"Creationism" is a broad category that includes a number of sub-categories. For example, there is young-earth creationism, old-earth creationism, day-age creationism, progressive creationism, Hindu creationism, progressive creationism and many others. Intelligent design is one of those sub-categories, which is why I usually refer to it as "intelligent design creationism".
If you look into the history of intelligent design creationism (IDC), you find that it was specifically crafted as a religious/political strategy to get creationist teachings into public schools, following a series of federal court rulings banning the teaching of Biblical creationism. After the courts' rulings, creationist organizations tried to strip their material of all overt Biblical and Christian references and themes, and relabel them as "intelligent design". So rather that creation by God, you had "design" by some unspecified "intelligence". They also dropped claims about the age of the earth, advocacy of Noah's Flood, and advocacy of special creation of human beings.
The problem was, they didn't do a very good job of covering their tracks. When the inclusion of IDC in public schools was put on trial in Dover, PA, it was very, very easy for the pro-science side to convincingly demonstrate that IDC was merely Christian creationism in a new dress.

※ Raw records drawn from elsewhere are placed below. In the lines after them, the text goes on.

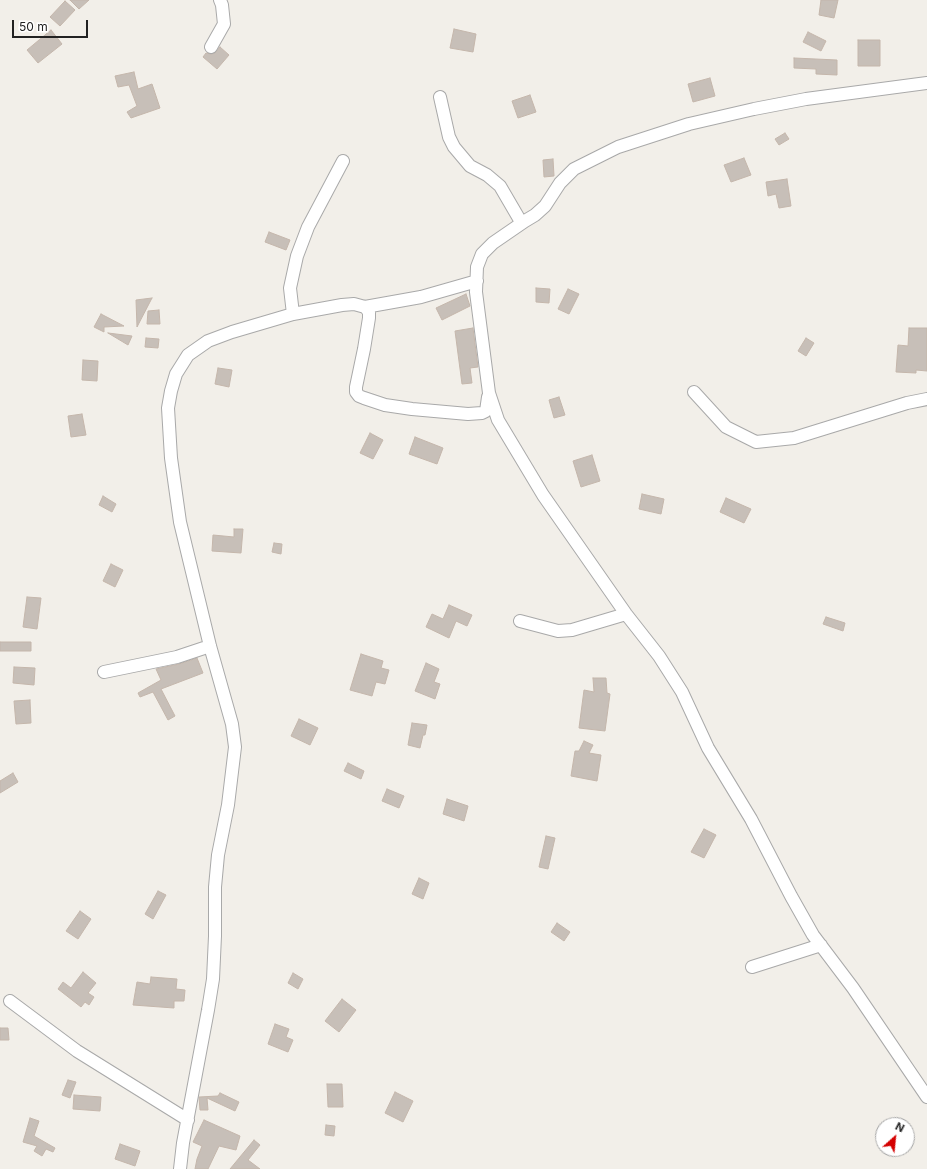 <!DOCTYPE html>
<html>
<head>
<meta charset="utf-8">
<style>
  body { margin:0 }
  #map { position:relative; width:927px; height:1169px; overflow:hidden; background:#f2efe9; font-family:Inter,sans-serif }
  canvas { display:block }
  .north { position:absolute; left:875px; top:1117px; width:40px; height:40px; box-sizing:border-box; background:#fff; border:1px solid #a7a7a7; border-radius:50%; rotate:27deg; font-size:11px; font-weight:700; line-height:16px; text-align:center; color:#222 }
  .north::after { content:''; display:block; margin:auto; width:14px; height:18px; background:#d40000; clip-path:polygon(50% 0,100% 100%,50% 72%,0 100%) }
  .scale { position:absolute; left:12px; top:20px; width:76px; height:18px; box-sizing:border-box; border:2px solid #222; border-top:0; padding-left:5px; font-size:12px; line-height:14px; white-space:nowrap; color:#222; -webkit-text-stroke:3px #fff; paint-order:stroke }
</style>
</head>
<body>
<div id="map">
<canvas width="927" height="1169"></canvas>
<div class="north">N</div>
<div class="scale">50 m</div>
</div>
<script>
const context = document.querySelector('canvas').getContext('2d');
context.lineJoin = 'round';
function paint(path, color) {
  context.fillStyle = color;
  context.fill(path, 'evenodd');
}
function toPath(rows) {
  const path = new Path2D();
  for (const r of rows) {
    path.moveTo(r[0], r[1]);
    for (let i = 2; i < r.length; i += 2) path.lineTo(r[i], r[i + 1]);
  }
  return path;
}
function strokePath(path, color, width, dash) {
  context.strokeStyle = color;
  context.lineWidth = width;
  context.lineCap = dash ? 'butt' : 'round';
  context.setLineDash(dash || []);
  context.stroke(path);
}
const building = toPath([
  [70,0,89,0,79,9,70,0],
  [821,0,838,0,834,18,819,15,821,0],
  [65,1,75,10,60,26,50,17,65,1],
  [454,29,476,34,473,52,450,48,454,29],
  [51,30,62,44,38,63,27,50,51,30],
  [808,32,826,41,821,51,803,42,808,32],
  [858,40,880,40,880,66,858,66,858,40],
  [220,47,229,55,217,69,203,57,206,53,211,54,215,53,220,47],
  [794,58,837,60,837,75,816,74,816,69,794,68,794,58],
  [134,72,138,89,152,84,160,108,131,118,127,112,137,106,129,85,118,87,115,76,134,72],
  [710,78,715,96,693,102,688,84,710,78],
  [530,95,536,112,518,118,512,101,530,95],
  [785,133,789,139,779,145,775,139,785,133],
  [744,158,751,175,731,182,724,165,744,158],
  [553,159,554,176,544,177,543,160,553,159],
  [787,179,791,206,779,208,776,194,768,196,766,182,787,179],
  [269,232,290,240,286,250,265,242,269,232],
  [536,288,550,289,549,303,536,302,536,288],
  [568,289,579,294,569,314,558,309,568,289],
  [466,294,470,306,442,320,436,308,466,294],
  [152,298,137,327,136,300,152,298],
  [159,310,160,324,147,324,148,311,159,310],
  [101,314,124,326,104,327,104,332,94,327,101,314],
  [473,328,478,367,470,368,472,383,462,384,455,331,473,328],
  [909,328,927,328,927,371,916,370,916,373,896,372,898,345,908,346,909,328],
  [108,333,132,336,128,345,108,333],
  [146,338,159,339,158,348,145,347,146,338],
  [806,338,814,343,806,356,798,351,806,338],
  [83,360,98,361,97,381,82,380,83,360],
  [218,368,232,370,229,387,215,384,218,368],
  [559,397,565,415,554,418,549,400,559,397],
  [82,414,86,435,71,437,68,416,82,414],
  [370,433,383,440,373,459,360,453,370,433],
  [415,437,443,448,437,464,409,454,415,437],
  [592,455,600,481,581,487,573,461,592,455],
  [642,494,664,499,661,514,639,509,642,494],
  [103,496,116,504,112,512,99,505,103,496],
  [726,498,751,509,744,523,720,512,726,498],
  [234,529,243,529,241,553,212,551,213,535,234,537,234,529],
  [274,543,282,544,281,554,272,552,274,543],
  [111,564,123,570,115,587,103,581,111,564],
  [27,597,41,598,37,629,23,627,27,597],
  [449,605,472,615,467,626,456,621,449,638,426,627,432,614,443,619,449,605],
  [826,617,845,623,843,631,823,624,826,617],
  [0,642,31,642,31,651,0,651,0,642],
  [361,654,383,661,381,668,389,670,385,684,376,682,372,696,350,690,361,654],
  [197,658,203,673,161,689,175,716,168,720,153,692,140,697,138,693,161,680,156,669,179,664,197,658],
  [426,663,439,669,434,682,440,684,435,699,415,691,426,663],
  [14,667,35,668,34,685,13,683,14,667],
  [593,678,606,678,607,693,610,694,605,731,579,728,584,690,594,692,593,678],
  [30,700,31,723,16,724,14,701,30,700],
  [299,719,318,728,310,745,291,736,299,719],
  [412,723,427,725,425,735,423,735,420,748,408,745,412,723],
  [584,741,593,745,589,753,601,755,597,781,571,776,575,751,579,751,584,741],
  [348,763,364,771,361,779,344,771,348,763],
  [13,773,18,782,0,793,0,781,13,773],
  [387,789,404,796,399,808,382,801,387,789],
  [447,799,468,806,464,821,443,814,447,799],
  [704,829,716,835,704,858,691,852,704,829],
  [546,836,555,838,548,869,539,867,546,836],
  [419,878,429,883,423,899,412,894,419,878],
  [158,891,166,895,153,919,145,914,158,891],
  [80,911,91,919,78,939,66,931,80,911],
  [557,923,570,932,564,941,551,932,557,923],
  [83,972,96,983,88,993,94,997,89,1005,85,1002,81,1007,58,989,63,982,71,988,83,972],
  [293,973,303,979,298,989,288,983,293,973],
  [151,977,177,979,176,989,185,990,184,1001,174,1001,174,1008,133,1005,137,982,150,984,151,977],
  [342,999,356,1010,339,1032,325,1021,342,999],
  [275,1024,289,1029,286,1037,293,1040,288,1052,268,1044,275,1024],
  [0,1028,8,1028,9,1040,0,1040,0,1028],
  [68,1080,76,1082,70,1098,62,1095,68,1080],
  [327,1084,342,1084,343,1107,328,1107,327,1084],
  [395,1092,413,1101,403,1122,385,1113,395,1092],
  [220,1093,239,1102,235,1111,207,1098,208,1110,200,1110,199,1097,218,1096,220,1093],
  [74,1095,101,1097,100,1111,73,1109,74,1095],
  [30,1118,39,1121,34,1136,55,1148,53,1152,46,1149,42,1156,34,1151,37,1146,23,1142,30,1118],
  [204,1120,240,1136,236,1150,219,1146,208,1169,195,1169,197,1159,202,1146,193,1142,204,1120],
  [326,1125,335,1126,334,1136,325,1135,326,1125],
  [254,1140,260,1145,248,1160,260,1169,230,1169,254,1140],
  [120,1144,140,1151,135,1166,115,1159,120,1144]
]);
paint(building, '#c7bfb8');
strokePath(building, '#c4b6ab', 1);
const minor = toPath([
  [211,47,224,24,222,5,220,0],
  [927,83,806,99,754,109,689,124,618,147,574,169,560,183,545,206,535,215,525,221,493,243,482,254,477,267,476,292,489,393,498,420,543,495,626,614,659,656,682,692,708,748,751,819,791,896,813,935,853,988,927,1097],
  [440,97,449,137,454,147,470,166,487,175,500,186,521,222,525,221],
  [365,307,421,297,477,281],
  [293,314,290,288,297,256,308,227,343,161],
  [694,392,726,427,756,442,794,438,907,403,927,399],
  [520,621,558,631,572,630,626,614],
  [104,672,177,657,210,646],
  [752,967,821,945],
  [10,1001,77,1051,188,1120],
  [180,1169,183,1143,208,1010,213,979,215,936,215,887,218,855,228,805,235,747,232,724,210,646,180,522,171,458,168,408,171,391,176,374,188,355,208,341,232,332,293,314,342,305,354,304,365,307,369,312,369,318,364,349,356,387,356,392,359,396,364,398,385,405,412,409,468,414,482,413,486,411,488,397]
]);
strokePath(minor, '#a9a9a9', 14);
strokePath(minor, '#fff', 12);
</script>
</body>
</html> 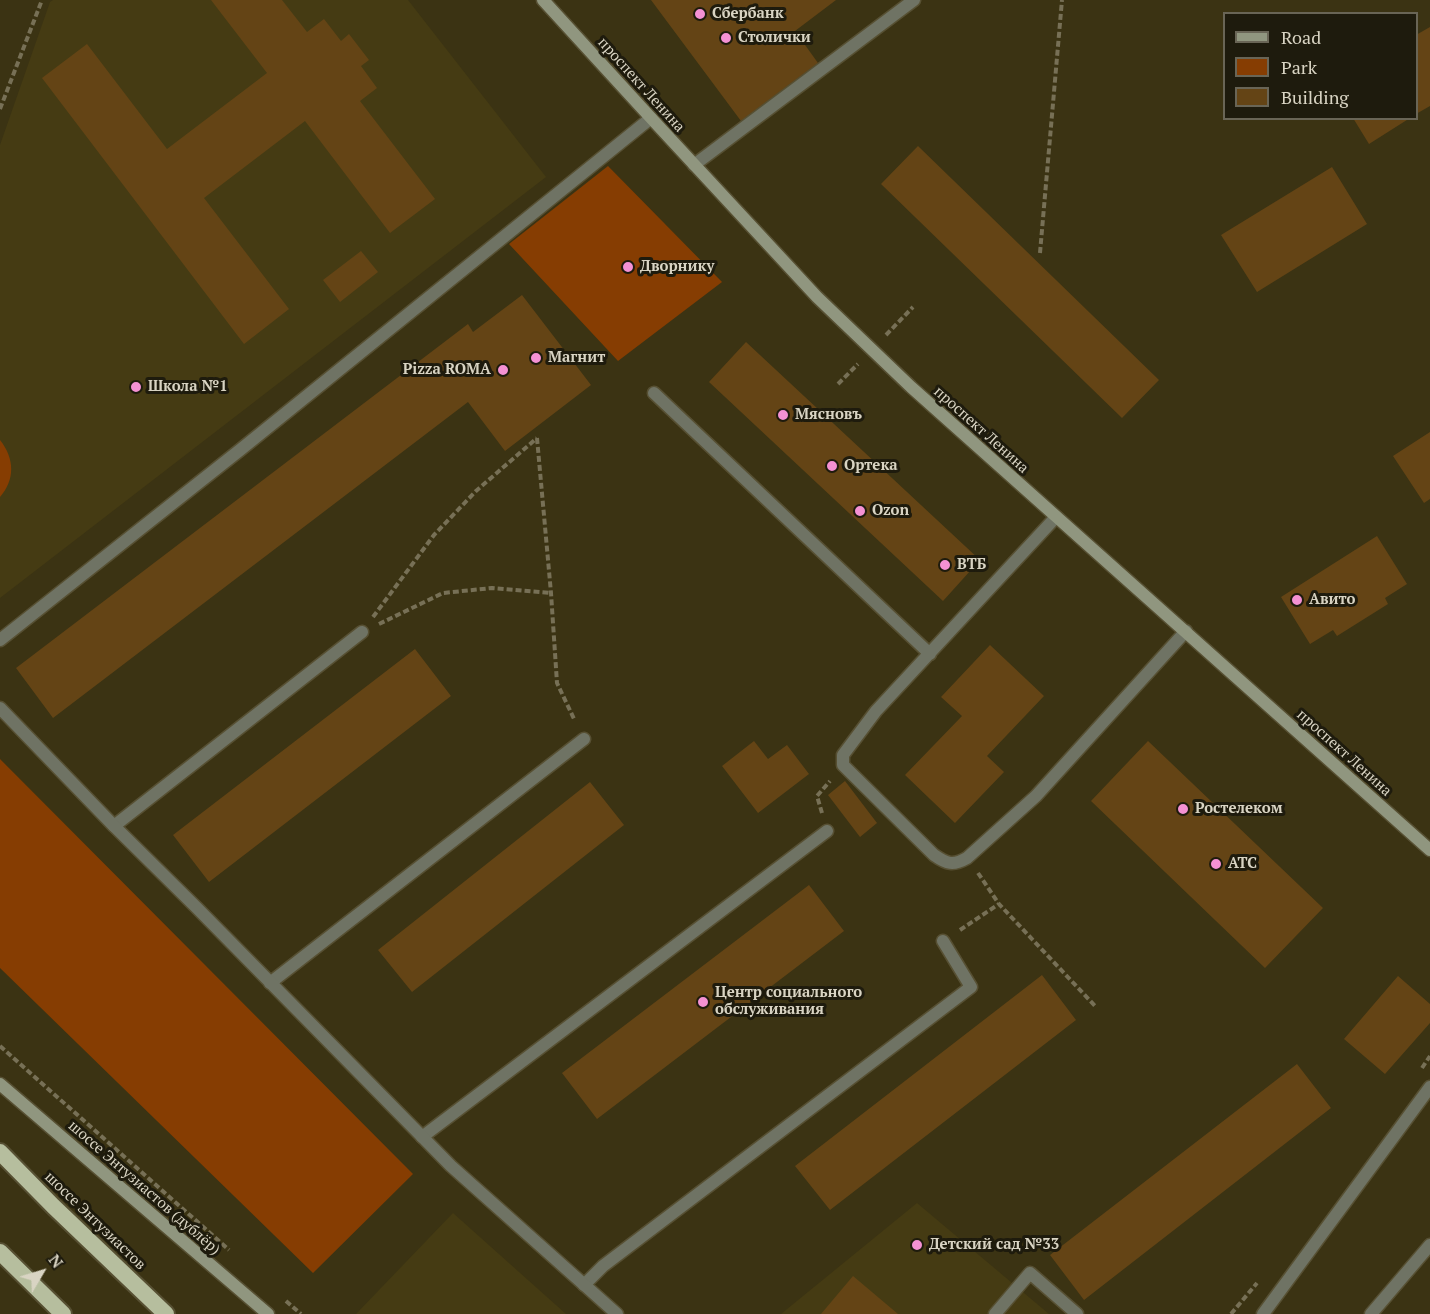 <!DOCTYPE html>
<meta charset="utf-8">
<style>
body{margin:0}
#map{position:relative;width:1430px;height:1314px;overflow:hidden;background:#3b3313;font-family:"PT Serif",serif}
canvas{display:block}
.legend{position:absolute;left:1223px;top:12px;width:195px;height:108px;box-sizing:border-box;background:#1e1b0d;border:2px solid #696556;margin:0;padding:8px 10px;list-style:none;font-size:18px;color:#d9d4c3}
.legend li{display:flex;align-items:center;gap:12px;height:30px}
.legend b{width:30px;border:2px solid #696556}
.north{position:absolute;left:12px;top:1242px;width:60px;height:60px;-webkit-text-stroke:4px #1e1b0d;paint-order:stroke;rotate:52deg;font-size:16px;font-weight:700;line-height:24px;text-align:center;color:#d9d4c3}
.north::after{content:'';display:block;margin:auto;width:21px;height:27px;background:#d9d4c3;clip-path:polygon(50% 0,100% 100%,50% 72%,0 100%)}
</style>
<div id="map">
<canvas width="1430" height="1314"></canvas>
<ul class="legend">
<li><b style="height:8px;background:#90967f"></b>Road</li>
<li><b style="height:16px;background:#863d02"></b>Park</li>
<li><b style="height:16px;background:#644415"></b>Building</li>
</ul>
<div class="north">N</div>
</div>
<script>
const g = document.querySelector('canvas').getContext('2d');
g.lineJoin = 'round';
function paint(path, color) {
  g.fillStyle = color;
  g.fill(path, 'evenodd');
}
function stroke(path, color, width, dash) {
  g.strokeStyle = color;
  g.lineWidth = width;
  g.lineCap = dash ? 'butt' : 'round';
  g.setLineDash(dash || []);
  g.stroke(path);
}
function write(font, color, halo, rows, align = 'center') {
  g.font = font + ' "PT Serif",serif';
  g.lineWidth = 6;
  g.setLineDash([]);
  g.textBaseline = 'middle';
  g.strokeStyle = halo;
  g.fillStyle = color;
  for (const [text, x, y, turn = 0] of rows) {
    g.save();
    g.translate(x, y);
    g.rotate((+turn || 0) * Math.PI / 180);
    g.textAlign = isNaN(turn) ? turn : align;
    if (halo) g.strokeText(text, 0, 0);
    g.fillText(text, 0, 0);
    g.restore();
  }
}
const built = new Path2D(`
 M53 0H408L546 177 0 598V145L50 2Z
 M917 1203 1049 1314H781Z
 M453 1213 566 1314H356Z`);
const green = new Path2D(`
 M608 166 722 282 618 361 509 244Z
 M0 440C15 459 15 480 0 497Z
 M0 759 413 1174 313 1273 0 968Z`);
const building = new Path2D(`
 M211 0H282L307 32 324 19 341 41 349 34 369 60 361 66 377 88 360 101 435 199 390 233 305 121 204 198 289 309 244 344 42 78 87 44 167 149 267 73Z
 M651 0H836L795 31 818 63 741 121Z
 M1430 27V106L1416 114V35Z
 M1353 118H1410L1369 144Z
 M918 146 1159 380 1122 418 881 184Z
 M1332 167 1367 224 1257 292 1221 235Z
 M361 251 378 272 340 302 323 280Z
 M522 295 591 385 505 451 468 402 53 718 16 668 468 324 473 332Z
 M746 342 980 560 943 601 709 382Z
 M1430 432V499L1424 503 1393 456Z
 M1377 536 1407 584 1385 598 1388 604 1337 636 1333 630 1310 644 1281 597Z
 M990 645 1044 696 987 756 1004 772 955 823 905 775 962 716 941 697Z
 M415 649 451 696 209 882 173 835Z
 M754 741 768 759 787 745 809 774 758 813 722 766Z
 M1148 741 1323 908 1265 968 1091 801Z
 M845 781 877 823 860 837 828 795Z
 M590 782 624 825 412 992 378 950Z
 M809 885 844 931 597 1119 562 1073Z
 M1042 975 1076 1020 830 1210 795 1166Z
 M1398 976 1430 1004V1023L1385 1074 1344 1039Z
 M1297 1064 1331 1108 1084 1300 1050 1255Z
 M853 1276 898 1314H821Z`);
const path = new Path2D(`
 M0 109 42 0
 M1040 253 1062 0
 M886 335 913 307
 M838 384 858 364
 M537 438 551 593 557 683 575 721
 M373 617 434 535 476 491 537 438
 M379 624 443 593 492 588 551 593
 M822 813 817 796 830 781
 M978 873 999 904 1096 1007
 M960 930 999 904
 M0 1046 229 1250
 M1422 1068 1430 1056
 M286 1301 301 1314
 M1231 1314 1257 1283`);
const service = new Path2D(`
 M694 165 914 0
 M654 393 930 654
 M1056 517 876 711 843 755V765L934 855C947 864 953 866 967 858L1036 796 1186 631
 M0 640 240 450 651 118
 M114 826 362 632
 M270 983 584 739
 M422 1137 827 831
 M584 1285 603 1266 971 987 943 941
 M995 1314 1030 1273 1077 1314
 M1263 1314 1430 1087
 M1371 1314 1430 1245`);
const minor = new Path2D(`
 M0 708 114 826 197 908 451 1166 617 1314`);
const secondary = new Path2D(`
 M543 0 651 118 817 297 911 387 1430 850
 M0 1084 268 1314`);
const trunk = new Path2D(`
 M0 1152 53 1206 166 1314
 M0 1252 63 1314`);
const markers = [
 [700,14,6,"#f491d3"],
 [726,38,6,"#f491d3"],
 [628,267,6,"#f491d3"],
 [536,358,6,"#f491d3"],
 [503,370,6,"#f491d3"],
 [136,387,6,"#f491d3"],
 [783,415,6,"#f491d3"],
 [832,466,6,"#f491d3"],
 [860,511,6,"#f491d3"],
 [945,565,6,"#f491d3"],
 [1297,600,6,"#f491d3"],
 [1183,809,6,"#f491d3"],
 [1216,864,6,"#f491d3"],
 [703,1002,6,"#f491d3"],
 [917,1245,6,"#f491d3"]
];
const poiNames = [
 ["Сбербанк",712,14],
 ["Столички",738,38],
 ["Дворнику",640,267],
 ["Магнит",548,358],
 ["Pizza ROMA",491,370,"right"],
 ["Школа №1",148,387],
 ["Мясновъ",795,415],
 ["Ортека",844,466],
 ["Ozon",872,511],
 ["ВТБ",957,565],
 ["Авито",1309,600],
 ["Ростелеком",1195,809],
 ["АТС",1228,864],
 ["Центр социального",715,993],
 ["обслуживания",715,1010],
 ["Детский сад №33",929,1245]
];
const streetNames = [
 ["проспект Ленина",641,85,48],
 ["проспект Ленина",981,430,42],
 ["проспект Ленина",1344,753,42],
 ["шоссе Энтузиастов (дублёр)",144,1188,41],
 ["шоссе Энтузиастов",95,1221,44]
];
paint(built, '#453b13');
paint(green, '#863d02');
paint(building, '#644415');
stroke(service, '#575033', 15);
stroke(minor, '#575033', 15);
stroke(secondary, '#575033', 15);
stroke(trunk, '#575033', 20);
stroke(path, '#777056', 4, [6, 3]);
stroke(service, '#6f7364', 12);
stroke(minor, '#6f7364', 12);
stroke(secondary, '#90967f', 12);
stroke(trunk, '#b6be9e', 16);
for (const [x, y, r, color] of markers) {
  const dot = new Path2D();
  dot.arc(x, y, r, 0, 2 * Math.PI);
  g.fillStyle = color;
  g.fill(dot);
  stroke(dot, '#1e1b0d', 2);
}
write('bold 15px', '#d9d4c3', '#1e1b0d', poiNames, 'left');
write('15px', '#d9d4c3', '#1e1b0d', streetNames);
</script>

The most infamous example was when the creationists did a find and replace for the words "creationists" (find) and "design proponents" (replace) in their textbook "Of Pandas and People". It didn't quite work as well as it should, and
they ended up with "cdesign proponentists". IOW, they kept all the same arguments and material from creationism, and slapped a new label on it. So it was pretty easy for the judge to rule that IDC is merely a deliberate rebranding of Christian creationism.
Since that Dover ruling IDC is essentially dead. Because it was a political/religious strategy, it never really generated its own science, and after the court ruling no one is really trying to mandate its inclusion into public schools. Creationists have since moved on to "academic freedom" and "criticisms of evolution" (which are still the same arguments as before).